Criptógrafos británicos no pueden decifrar codigo encontrado en pie de paloma

Posted on noviembre 23, 2012

0


Gran Bretaña : Criptografos o trituradores de código reconocieron el viernes que un mensaje cifrado manuscrito de la Segunda Guerra Mundial, que se encuentra en la pata de una paloma muerta hace mucho tiempo en una chimenea de hogar en el sur de Inglaterra, ha frustrado todos sus esfuerzos por descifrarlo, ya que se les envió el mes pasado.

Mientras la historia de las aves esta en los titulares, los especialistas en palomas, dijeron que creían que podrían haber estado volando a casa de las unidades británicas en Francia en torno a la época de los desembarcos del Día D en Normandía en 1944, cuando de alguna manera terminó en la chimenea en la casa del siglo 17, donde que fue encontrado en la localidad de Bletchingley, al sur de Londres.

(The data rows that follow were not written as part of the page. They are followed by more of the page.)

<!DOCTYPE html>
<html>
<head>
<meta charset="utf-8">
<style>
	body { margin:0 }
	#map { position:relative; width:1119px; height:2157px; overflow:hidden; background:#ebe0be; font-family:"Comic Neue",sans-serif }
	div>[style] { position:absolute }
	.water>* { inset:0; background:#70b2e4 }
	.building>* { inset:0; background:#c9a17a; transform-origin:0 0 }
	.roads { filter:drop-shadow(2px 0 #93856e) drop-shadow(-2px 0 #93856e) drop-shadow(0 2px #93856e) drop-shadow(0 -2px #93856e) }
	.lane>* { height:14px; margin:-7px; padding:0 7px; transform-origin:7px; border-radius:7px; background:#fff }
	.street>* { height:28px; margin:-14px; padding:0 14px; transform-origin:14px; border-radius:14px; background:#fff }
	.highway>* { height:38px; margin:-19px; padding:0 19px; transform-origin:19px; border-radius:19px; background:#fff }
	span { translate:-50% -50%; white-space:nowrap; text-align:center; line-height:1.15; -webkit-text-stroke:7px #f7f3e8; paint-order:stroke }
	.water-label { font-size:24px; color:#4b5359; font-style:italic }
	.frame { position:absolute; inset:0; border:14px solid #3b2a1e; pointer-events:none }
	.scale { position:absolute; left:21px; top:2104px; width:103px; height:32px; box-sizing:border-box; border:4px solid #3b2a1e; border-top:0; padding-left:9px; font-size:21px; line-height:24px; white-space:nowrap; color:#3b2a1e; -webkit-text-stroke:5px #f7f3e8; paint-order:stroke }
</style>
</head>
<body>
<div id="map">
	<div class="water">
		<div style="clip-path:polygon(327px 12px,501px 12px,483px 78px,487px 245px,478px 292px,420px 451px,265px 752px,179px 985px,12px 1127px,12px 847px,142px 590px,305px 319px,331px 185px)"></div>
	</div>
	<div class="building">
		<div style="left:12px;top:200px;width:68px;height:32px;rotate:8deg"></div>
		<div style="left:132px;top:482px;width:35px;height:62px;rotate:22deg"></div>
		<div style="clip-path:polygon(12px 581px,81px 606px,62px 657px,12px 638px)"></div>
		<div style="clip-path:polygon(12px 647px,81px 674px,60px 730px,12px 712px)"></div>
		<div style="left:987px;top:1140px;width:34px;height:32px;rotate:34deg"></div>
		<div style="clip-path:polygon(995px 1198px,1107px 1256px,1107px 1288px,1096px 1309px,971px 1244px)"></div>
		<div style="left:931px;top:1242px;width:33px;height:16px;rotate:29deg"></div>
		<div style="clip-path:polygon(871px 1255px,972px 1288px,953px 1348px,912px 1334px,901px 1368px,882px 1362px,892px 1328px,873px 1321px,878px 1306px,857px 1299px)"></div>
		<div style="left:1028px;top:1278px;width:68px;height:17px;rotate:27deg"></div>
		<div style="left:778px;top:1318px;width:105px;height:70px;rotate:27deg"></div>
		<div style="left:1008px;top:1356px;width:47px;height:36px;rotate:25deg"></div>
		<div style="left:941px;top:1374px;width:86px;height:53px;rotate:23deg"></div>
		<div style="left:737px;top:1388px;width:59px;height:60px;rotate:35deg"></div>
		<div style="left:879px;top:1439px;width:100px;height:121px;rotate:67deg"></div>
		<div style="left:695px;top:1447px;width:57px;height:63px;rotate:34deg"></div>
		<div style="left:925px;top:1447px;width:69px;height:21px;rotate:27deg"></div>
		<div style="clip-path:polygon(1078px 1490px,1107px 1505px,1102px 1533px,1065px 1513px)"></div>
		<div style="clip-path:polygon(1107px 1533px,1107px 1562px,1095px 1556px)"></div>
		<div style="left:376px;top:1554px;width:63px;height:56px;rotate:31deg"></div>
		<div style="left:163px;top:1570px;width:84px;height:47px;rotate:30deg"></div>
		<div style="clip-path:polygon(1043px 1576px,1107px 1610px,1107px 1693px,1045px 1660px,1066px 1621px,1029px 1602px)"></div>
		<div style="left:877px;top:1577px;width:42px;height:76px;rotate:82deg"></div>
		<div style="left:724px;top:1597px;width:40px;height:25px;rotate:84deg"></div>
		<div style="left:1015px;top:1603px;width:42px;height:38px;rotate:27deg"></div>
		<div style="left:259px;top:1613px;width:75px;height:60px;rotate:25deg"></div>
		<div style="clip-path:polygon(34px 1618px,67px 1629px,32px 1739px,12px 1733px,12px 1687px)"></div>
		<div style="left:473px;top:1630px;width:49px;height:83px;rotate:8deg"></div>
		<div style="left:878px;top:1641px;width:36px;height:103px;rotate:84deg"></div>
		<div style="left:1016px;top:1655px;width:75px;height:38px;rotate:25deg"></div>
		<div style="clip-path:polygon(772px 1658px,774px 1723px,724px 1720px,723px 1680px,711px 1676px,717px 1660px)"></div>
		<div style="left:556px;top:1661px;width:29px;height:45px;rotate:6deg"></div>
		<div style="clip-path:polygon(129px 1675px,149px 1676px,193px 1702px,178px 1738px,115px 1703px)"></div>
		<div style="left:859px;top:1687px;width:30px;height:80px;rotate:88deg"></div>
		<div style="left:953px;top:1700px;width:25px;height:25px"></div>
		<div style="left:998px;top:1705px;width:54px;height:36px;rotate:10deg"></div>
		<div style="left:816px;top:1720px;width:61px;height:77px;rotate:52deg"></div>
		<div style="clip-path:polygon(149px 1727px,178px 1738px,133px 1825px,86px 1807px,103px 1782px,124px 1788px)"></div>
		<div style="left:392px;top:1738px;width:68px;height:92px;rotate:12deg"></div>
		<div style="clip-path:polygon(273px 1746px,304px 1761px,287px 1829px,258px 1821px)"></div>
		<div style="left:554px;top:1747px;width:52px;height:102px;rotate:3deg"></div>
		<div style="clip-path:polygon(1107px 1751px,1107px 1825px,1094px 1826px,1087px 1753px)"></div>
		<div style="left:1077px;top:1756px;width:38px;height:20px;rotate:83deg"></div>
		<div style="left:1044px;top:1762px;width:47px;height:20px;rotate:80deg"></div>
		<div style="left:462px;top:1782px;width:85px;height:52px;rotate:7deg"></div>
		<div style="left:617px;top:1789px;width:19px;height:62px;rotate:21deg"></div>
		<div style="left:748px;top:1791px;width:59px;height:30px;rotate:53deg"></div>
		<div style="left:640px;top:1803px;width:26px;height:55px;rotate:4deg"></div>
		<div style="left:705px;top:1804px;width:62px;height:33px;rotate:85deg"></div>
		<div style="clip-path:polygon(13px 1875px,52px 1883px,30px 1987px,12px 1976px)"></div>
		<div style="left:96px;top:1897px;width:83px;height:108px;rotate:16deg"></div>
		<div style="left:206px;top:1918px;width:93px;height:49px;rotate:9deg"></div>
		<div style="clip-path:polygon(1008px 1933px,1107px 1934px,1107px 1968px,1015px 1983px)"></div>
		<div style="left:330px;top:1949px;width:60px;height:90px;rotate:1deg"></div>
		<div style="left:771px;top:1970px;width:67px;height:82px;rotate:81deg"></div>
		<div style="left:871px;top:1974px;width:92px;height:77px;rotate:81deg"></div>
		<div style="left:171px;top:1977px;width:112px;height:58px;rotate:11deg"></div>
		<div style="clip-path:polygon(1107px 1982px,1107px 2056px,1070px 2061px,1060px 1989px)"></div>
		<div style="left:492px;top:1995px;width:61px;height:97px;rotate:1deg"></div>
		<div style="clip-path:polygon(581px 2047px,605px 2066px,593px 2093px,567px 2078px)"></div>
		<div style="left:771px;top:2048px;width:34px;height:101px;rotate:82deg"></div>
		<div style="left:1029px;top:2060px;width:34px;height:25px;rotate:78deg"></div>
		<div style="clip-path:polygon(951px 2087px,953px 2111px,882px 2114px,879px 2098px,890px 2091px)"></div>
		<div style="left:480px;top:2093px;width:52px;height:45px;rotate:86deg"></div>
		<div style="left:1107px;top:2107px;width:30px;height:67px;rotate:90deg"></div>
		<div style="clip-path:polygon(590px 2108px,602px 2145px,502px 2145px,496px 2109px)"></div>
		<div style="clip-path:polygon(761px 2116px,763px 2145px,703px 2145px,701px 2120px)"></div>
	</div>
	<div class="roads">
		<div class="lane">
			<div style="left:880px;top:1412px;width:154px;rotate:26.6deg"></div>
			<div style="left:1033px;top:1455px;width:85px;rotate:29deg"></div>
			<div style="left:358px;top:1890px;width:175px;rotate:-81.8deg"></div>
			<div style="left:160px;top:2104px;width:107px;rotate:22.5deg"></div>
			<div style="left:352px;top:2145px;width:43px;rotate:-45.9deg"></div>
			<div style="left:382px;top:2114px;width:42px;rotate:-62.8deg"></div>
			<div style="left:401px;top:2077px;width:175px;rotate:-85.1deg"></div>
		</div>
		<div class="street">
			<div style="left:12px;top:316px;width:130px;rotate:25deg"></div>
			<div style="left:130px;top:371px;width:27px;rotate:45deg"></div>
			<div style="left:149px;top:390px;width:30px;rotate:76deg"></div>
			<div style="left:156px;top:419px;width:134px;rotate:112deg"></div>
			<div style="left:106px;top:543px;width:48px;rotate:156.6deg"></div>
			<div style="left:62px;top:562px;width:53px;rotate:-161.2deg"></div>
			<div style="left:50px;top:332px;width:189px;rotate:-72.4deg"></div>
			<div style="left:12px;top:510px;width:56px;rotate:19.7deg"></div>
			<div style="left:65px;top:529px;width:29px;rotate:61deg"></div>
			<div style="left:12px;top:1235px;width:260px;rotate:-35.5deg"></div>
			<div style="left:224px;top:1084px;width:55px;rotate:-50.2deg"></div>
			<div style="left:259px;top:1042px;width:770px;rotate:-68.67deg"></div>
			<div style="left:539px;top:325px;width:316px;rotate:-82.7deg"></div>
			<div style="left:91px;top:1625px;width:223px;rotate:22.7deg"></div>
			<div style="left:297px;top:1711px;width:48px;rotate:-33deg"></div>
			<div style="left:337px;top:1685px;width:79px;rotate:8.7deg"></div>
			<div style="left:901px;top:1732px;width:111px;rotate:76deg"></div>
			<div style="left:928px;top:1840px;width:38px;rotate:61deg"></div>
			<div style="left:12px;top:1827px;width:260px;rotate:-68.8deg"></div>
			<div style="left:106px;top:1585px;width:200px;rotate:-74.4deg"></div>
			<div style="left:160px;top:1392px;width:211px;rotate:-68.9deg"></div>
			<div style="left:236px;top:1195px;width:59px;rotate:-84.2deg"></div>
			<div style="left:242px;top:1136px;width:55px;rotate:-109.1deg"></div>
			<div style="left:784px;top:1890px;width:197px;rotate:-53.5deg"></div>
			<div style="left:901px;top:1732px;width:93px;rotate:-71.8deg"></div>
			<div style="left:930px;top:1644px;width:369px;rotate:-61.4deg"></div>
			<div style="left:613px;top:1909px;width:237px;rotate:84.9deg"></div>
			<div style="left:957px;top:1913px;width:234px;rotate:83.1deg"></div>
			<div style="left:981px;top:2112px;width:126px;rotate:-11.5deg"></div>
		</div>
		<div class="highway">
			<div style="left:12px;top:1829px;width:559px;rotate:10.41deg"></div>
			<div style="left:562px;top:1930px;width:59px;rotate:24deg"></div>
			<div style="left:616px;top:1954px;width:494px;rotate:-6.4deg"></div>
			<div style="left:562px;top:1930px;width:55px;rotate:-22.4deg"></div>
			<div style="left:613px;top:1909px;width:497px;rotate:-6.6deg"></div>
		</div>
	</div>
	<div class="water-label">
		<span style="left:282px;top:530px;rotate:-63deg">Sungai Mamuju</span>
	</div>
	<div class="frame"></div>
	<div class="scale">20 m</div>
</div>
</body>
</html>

Después de la presión sostenida por parte de colombófilos, el GCHQ británico para romper el código y la unidad de interceptación de comunicaciones en Gloucestershire acordaron tratar de descifrar el código. Pero el viernes la organización secreta, cuyas siglas corresponden a la Sede de Comunicaciones del Gobierno, reconoció que no había podido hacerlo.

“El tipo de código que se construyeron durante las operaciones fueron diseñadas sólo para poder ser leídos por los remitentes y los destinatarios”, dijo un historiador en el GCHQ la British Broadcasting Corporation.

“A menos que tengamos un poco más de idea que tenemos acerca de quién envió este mensaje y que fue enviado, no vamos a ser capaces de averiguar lo que el código subyacente era”, dijo el historiador, quien sólo se identificó como Tony bajo GCHQ protocolos de confidencialidad.

Código automáticos, dijo, cree que podría haber dos posibilidades sobre el cifrado del mensaje, ambos requieren un mayor conocimiento acerca de la identidad de quienes idearon o utilizado el código.

Una posibilidad, dijo, era que se basaba en un bloc otrora llamada que utiliza un conjunto aleatorio de letras, que sólo conoce el remitente y el destinatario, para convertir texto plano en el código y luego se destruye.

“Si sólo se usa una vez y es bien aleatorio, y está bien custodiado por el remitente y el destinatario, es inquebrantable”, dijo el historiador.

Alternativamente, si el mensaje estaba basado en un libro de código diseñado específicamente para una sola operación o misión, GCHQ código-trituradores eran “poco probable” que se agrieta, dijo Tony. “Estos códigos no están diseñados para ser casual o romperse con facilidad”, dijo.

El esqueleto de paloma  fue hallado inicialmente por David Martin, un oficial de libertad condicional ya retirado en su casa de Bletchingley, cuando estaba limpiando una chimenea como parte de una renovación. El mensaje, la identificación de la paloma por el nombre código 40TW194, se había doblado en una pequeña cápsula escarlata unido a su pierna.